As we said, implementation of a complete system, as shown in Figure-2.5, took place on Matlab, and more precisely on the Simulink tool shipped with the Release 12 of Matlab. As it is described in its own documentation, Simulink is “a software package for modelling, simulating, and analysing dynamical systems”. In particular, it allows for model description via a very intuitive graphical user interface, thus making it a very practical tool for developing, and later simulating, models.

We shall examine in turn implementation choices and details for the channel, our source of data, our attempt at joint (channel) coding and our data analysis tools.

3.1 IS-95A and fading channels

The project outline states that we want to conduct our study of joint channel coding for speech signals on fading channels.
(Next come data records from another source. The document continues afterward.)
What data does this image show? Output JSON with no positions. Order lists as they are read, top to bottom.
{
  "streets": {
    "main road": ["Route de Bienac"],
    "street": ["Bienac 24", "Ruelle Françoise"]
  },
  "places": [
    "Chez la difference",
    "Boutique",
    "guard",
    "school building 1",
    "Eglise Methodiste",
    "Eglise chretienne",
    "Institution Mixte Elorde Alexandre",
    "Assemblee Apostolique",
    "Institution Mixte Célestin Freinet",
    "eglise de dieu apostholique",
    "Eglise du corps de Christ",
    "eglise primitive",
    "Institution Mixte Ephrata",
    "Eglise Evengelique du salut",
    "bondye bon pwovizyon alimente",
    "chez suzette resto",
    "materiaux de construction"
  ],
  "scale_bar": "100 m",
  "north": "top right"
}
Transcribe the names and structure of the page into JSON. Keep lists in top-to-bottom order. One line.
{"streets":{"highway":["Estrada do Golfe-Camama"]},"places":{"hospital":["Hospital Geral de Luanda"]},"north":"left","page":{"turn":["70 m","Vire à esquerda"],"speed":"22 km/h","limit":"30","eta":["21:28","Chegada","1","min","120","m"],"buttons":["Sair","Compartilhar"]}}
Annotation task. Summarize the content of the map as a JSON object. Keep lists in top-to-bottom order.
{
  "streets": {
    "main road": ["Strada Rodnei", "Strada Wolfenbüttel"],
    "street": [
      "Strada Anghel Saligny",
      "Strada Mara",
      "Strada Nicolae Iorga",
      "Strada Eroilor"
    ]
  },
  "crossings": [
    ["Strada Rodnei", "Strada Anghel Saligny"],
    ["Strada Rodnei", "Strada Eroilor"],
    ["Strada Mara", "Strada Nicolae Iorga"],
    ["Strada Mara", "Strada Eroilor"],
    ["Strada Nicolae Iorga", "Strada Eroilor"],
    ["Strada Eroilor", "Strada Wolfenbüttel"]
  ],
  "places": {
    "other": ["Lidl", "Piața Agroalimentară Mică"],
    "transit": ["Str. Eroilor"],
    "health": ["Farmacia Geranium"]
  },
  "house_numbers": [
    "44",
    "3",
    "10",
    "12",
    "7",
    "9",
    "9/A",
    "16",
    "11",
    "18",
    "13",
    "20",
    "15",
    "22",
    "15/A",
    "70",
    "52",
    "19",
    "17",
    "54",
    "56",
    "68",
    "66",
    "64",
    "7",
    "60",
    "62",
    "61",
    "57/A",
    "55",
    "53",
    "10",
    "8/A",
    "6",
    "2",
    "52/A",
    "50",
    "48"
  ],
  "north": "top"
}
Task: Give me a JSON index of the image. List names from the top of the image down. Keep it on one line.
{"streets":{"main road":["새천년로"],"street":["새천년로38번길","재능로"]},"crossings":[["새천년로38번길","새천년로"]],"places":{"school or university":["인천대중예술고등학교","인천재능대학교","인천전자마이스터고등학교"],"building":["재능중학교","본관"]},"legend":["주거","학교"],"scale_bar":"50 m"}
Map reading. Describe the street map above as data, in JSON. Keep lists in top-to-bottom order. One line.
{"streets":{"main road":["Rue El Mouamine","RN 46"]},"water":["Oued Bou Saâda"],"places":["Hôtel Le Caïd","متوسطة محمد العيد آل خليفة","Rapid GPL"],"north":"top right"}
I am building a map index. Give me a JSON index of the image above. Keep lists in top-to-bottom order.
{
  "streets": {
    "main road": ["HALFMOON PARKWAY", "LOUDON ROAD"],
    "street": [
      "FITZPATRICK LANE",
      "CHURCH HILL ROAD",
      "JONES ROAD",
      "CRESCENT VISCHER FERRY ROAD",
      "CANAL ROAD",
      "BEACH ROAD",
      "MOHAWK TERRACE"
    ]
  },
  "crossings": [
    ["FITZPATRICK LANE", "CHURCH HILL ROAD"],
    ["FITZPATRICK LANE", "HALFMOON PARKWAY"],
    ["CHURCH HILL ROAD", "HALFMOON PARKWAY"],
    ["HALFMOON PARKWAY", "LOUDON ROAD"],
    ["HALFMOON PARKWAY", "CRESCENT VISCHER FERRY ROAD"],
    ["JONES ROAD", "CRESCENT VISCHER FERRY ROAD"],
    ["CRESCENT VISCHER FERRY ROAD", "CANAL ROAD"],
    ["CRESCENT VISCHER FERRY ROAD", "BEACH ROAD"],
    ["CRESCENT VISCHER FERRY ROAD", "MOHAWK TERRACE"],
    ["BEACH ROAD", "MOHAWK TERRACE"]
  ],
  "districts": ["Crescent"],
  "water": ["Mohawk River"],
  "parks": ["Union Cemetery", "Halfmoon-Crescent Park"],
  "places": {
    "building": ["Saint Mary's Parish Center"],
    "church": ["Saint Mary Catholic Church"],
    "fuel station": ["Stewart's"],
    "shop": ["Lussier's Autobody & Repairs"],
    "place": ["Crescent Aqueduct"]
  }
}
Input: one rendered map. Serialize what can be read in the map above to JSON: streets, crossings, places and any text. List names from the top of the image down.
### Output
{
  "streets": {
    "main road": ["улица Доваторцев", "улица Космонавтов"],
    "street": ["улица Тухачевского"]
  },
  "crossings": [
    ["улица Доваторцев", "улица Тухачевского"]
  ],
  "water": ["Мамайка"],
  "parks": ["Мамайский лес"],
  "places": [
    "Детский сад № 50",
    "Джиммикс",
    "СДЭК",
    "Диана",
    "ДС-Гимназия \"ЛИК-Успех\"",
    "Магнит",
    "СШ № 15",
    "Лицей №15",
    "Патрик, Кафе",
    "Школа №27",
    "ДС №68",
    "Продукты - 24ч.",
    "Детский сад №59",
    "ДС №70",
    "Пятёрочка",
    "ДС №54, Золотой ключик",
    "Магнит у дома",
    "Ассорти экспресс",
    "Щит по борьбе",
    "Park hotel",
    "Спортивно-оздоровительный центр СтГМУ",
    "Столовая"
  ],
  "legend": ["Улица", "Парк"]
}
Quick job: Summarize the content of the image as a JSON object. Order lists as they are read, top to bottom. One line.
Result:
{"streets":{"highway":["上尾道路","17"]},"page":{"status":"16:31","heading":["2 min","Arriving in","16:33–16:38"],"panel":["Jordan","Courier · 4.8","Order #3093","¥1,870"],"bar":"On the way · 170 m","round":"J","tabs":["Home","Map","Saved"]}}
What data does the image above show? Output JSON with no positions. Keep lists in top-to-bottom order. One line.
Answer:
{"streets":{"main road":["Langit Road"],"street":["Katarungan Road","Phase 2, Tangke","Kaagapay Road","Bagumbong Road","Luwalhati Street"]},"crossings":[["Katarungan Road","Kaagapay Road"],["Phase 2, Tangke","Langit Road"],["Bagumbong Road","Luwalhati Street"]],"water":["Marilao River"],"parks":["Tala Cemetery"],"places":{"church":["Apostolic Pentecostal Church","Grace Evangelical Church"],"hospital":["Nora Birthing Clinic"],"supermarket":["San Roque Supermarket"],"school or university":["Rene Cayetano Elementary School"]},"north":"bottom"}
While Simulink provides such channels, and it is easy to set up a system integrating such channel, standard modulation techniques do not allow reasonable error rates upon transmission over such a channel. As an example, let us consider a system where a source of modulated signals emits a constant value of imaginary 1. After transmission through a fading channel including both a line-of-sight transmission—with Rician characteristics—and a multipath transmission—with Rayleigh characteristics—the signal is plotted on the complex plane.

A fading channel example from Simulink

Figure-3.1 A fading channel example from Simulink

The system is represented in Figure-3.1 above, as it would appear in Simulink. While most details are not relevant to this dissertation, we can appreciate the clarity of the diagram. Of course, this is only a simplistic example, but the user interface to Simulink is a great help when dealing with more complex models. The “Rician Fading” and “Multipath Rayleigh Fading” blocks appearing on the diagram are also built-in in Simulink.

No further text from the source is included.